みなさん!!先程はか弱い女の子だと思っていたサンディル・ブランデーの勝利に驚いたでしょう!!果たして彼女の対戦相手は誰になるのでしょうか!!楽しみになって参りました!!
これより!!第2試合を始めます!!」
第2試合はもう始まろうとしていた。
「さぁ、来るわよ。
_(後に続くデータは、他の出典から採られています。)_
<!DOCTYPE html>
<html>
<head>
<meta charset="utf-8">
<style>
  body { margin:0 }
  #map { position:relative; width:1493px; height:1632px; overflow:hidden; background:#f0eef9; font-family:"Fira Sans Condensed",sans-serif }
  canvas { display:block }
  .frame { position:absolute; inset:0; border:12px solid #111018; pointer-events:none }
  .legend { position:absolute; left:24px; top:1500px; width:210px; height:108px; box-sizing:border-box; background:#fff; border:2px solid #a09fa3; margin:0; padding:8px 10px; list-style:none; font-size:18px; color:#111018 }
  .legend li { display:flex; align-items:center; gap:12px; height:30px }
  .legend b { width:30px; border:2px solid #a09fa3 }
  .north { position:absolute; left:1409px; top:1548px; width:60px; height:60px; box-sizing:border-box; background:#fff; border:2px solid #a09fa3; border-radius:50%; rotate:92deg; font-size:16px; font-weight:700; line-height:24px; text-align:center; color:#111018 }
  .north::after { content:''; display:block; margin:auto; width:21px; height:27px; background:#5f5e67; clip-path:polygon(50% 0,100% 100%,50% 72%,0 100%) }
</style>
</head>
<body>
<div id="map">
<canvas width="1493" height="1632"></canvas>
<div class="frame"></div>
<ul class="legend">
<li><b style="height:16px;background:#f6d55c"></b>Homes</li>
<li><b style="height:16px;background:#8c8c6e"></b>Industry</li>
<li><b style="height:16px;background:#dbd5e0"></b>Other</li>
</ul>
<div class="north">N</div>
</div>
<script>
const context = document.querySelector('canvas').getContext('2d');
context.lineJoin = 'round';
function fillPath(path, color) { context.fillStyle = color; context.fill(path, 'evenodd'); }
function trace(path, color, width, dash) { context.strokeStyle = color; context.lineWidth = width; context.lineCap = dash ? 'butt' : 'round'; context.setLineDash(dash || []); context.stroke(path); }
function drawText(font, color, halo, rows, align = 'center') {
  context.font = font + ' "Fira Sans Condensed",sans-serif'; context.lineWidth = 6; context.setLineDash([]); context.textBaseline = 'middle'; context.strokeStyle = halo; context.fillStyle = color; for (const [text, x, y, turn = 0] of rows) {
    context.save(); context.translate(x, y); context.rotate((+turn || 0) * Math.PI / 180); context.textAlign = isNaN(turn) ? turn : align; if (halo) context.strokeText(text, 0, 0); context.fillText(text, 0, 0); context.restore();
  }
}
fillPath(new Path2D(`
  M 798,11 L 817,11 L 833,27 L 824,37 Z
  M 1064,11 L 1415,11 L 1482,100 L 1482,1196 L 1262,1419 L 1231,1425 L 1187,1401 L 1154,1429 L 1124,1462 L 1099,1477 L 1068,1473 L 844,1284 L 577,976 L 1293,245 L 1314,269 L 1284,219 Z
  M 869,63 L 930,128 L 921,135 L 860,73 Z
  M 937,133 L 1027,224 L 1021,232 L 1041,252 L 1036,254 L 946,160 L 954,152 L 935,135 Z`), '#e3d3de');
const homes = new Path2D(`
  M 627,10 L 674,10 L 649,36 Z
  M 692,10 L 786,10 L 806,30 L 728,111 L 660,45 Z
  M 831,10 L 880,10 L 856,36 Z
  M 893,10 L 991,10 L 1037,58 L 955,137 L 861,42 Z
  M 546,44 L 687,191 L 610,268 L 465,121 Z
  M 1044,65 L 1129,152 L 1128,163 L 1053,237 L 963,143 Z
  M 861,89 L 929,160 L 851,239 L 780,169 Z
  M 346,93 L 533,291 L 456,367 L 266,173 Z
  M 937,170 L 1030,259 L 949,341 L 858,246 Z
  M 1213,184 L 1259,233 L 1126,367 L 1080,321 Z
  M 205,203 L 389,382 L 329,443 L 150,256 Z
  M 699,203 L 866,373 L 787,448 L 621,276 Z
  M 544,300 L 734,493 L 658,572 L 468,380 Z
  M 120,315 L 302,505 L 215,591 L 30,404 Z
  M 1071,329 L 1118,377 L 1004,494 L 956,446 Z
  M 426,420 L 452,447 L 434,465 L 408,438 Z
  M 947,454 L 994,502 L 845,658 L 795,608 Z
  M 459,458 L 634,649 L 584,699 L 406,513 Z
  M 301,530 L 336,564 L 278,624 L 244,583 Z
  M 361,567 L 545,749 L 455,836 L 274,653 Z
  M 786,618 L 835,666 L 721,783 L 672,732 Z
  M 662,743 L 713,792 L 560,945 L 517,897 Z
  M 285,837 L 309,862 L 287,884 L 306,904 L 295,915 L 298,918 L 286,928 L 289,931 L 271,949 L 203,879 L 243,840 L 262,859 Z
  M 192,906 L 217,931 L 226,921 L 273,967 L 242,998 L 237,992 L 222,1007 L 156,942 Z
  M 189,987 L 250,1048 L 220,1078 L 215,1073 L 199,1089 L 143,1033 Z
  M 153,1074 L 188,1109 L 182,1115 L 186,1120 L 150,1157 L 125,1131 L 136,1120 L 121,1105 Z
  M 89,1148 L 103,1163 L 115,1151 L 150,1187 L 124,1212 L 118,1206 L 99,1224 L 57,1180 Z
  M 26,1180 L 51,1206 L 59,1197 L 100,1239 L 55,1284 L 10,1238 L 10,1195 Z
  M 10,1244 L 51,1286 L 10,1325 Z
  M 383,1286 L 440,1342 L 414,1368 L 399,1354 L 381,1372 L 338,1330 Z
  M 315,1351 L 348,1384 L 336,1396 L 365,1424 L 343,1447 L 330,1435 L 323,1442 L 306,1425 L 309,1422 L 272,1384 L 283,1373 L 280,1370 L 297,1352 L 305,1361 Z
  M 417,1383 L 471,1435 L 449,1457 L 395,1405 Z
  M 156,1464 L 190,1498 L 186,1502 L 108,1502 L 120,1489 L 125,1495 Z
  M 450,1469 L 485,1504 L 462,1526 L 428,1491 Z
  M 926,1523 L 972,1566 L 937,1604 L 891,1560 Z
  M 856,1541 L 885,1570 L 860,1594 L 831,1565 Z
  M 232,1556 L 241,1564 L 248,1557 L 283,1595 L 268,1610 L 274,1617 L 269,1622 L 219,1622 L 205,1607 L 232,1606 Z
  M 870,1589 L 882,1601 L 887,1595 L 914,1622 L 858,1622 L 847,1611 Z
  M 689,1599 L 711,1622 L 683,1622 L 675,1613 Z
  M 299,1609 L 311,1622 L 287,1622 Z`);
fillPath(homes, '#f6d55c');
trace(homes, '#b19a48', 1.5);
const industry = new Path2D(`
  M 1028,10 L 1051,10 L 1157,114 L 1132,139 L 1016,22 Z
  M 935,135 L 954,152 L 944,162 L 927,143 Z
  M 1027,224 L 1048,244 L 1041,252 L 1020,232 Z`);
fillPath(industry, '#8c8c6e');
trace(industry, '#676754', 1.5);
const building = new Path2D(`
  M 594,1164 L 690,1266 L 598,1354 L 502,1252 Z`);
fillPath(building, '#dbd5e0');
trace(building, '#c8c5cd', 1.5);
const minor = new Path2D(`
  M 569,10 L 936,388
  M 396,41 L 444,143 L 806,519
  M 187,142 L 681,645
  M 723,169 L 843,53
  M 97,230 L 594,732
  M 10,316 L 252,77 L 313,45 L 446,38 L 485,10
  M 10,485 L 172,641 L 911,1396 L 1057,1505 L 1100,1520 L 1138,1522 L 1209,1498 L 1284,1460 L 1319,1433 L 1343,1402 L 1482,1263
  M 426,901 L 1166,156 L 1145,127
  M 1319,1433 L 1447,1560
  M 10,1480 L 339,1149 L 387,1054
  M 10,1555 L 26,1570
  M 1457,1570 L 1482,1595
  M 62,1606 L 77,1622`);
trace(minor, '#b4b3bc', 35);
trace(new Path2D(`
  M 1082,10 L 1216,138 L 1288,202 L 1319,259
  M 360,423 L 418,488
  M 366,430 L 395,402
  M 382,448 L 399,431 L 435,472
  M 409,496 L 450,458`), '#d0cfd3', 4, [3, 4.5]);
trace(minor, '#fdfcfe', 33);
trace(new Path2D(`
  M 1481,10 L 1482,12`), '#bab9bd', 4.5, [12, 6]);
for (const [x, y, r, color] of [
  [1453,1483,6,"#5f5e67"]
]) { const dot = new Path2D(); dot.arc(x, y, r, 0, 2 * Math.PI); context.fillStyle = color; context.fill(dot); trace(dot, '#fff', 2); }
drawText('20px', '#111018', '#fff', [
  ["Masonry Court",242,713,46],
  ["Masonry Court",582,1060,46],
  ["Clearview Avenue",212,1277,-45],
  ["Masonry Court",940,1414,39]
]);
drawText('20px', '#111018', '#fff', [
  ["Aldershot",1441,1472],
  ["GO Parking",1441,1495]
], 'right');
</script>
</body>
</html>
」
サンディルは目をそらすまいとしていた。
「赤コーナー、身長196cm体重89kg。
目に見えないボディーブロー!!
アガサ!!クラウディーー!!!」
「やれー!!クラウディー!!」
「ブローかましてやれーー!!!」
「青コーナー、身長201cm体重96kg。
隼の拳!!
アラン!!シルバディーー!!!」
「シルバディーー!!!愛してるーー!!」
「シルバディーー!!期待してるーー!!」
あまいマスクなシルバディーは女性ファンが多かった。
「このうちのどちらかが私の相手になるのね!!シルバディって結構いい顔してるのね!あまりこの人とは戦いたくないわ!」
サンディルはシルバディの顔に見とれていた。
審判が2人に近づいてルールの確認をした。
恐らく1試合と同様、肘ヒザ無しルールなのだろう。
そして、ゴングが鳴った。
「始まったわ!!」
「シルバディに2¢!!」
サンクチュアリが賭けを始めた。
「じゃぁクラウディーに1$!」
ダンドルも賭けに乗った。
試合のはじめはお互い大人しくコーナーを回っていた。
すると、シルバディが仕掛けた。
しかし、クラウディーはギリギリでかわしたのであった。
さらに、シルバディは顔めがけて拳を2発ほど放ったが、それも避けられた。
クラウディーは突然姿勢を変えた。
そう思えば、クラウディーはシルバディにボディーブローを放った。
よろけるシルバディ。
会場は大盛り上がりを見せた。
「いけーー!!!クラウディー!!」
「あーーん!!シルバディ!!!」
2人の戦いから1分が経過した。
すると今度はクラウディーが仕掛けた。
顔に拳を入れると見せかけ、またさらにボディーブローを入れてシルバディを倒した。
審判がカウントを始めた。
そして、様子を見た審判が試合を止めた。
クラウディーが勝利を飾った。
ダンドルが賭けに勝ったと大喜びしていた。
「次の対戦相手が決まったわね。クラウディー。次はあなたね。」
サンディルは覚悟を決めたのであった。